Natural Language Processing (NLP): This is a branch of AI that focuses on teaching computers to understand human language. NLP algorithms can be used to perform tasks such as language translation, sentiment analysis, and speech recognition.
Robotics: Robotics involves creating intelligent machines that can interact with the physical world. Robotics can be used in a wide range of applications, from manufacturing and assembly lines to healthcare and military operations.
Computer Vision: This is a branch of AI that focuses on teaching computers to interpret visual data, such as images and videos. Computer vision algorithms can be used to perform tasks such as object recognition, image classification, and facial recognition.
Deep Learning: This is a subset of machine learning that involves the use of neural networks to learn from large amounts of data.
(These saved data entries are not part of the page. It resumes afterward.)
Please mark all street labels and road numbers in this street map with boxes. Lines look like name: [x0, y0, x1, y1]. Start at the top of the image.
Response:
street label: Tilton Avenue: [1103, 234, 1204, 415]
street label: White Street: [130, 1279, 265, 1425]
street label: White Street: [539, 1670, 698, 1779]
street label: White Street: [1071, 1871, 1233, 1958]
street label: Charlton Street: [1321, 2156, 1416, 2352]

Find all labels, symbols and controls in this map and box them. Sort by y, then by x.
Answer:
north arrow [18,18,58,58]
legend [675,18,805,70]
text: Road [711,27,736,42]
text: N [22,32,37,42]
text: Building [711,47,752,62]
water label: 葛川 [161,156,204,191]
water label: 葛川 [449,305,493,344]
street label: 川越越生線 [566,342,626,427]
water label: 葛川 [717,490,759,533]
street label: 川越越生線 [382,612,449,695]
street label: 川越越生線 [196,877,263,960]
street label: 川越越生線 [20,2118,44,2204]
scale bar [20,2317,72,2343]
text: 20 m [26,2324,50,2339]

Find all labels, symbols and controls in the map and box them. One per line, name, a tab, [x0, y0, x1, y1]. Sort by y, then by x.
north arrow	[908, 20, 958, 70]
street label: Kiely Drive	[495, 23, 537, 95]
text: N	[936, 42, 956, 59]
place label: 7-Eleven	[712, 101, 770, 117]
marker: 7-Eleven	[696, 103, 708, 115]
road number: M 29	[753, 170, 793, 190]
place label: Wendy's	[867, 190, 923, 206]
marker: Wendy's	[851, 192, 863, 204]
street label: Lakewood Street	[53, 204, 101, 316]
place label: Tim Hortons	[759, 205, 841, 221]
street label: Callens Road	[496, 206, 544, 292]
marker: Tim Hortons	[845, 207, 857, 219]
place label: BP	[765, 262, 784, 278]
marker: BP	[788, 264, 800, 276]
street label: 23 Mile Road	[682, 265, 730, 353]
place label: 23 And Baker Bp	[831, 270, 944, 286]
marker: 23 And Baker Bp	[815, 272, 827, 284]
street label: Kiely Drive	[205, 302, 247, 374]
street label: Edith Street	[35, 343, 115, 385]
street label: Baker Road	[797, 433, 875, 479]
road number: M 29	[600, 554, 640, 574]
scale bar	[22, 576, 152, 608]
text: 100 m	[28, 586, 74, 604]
Deep learning algorithms can be used to perform tasks such as speech recognition, image and video analysis, and natural language processing.
To become an AI professional, one typically needs a strong foundation in computer science and mathematics, as well as expertise in one or more AI concepts, such as machine learning or natural language processing. A degree in computer science, mathematics, or a related field is often required, along with relevant work experience. Additionally, certifications such as the TensorFlow Developer Certificate or the Microsoft Certified: Azure AI Engineer Associate can be helpful in demonstrating expertise in AI.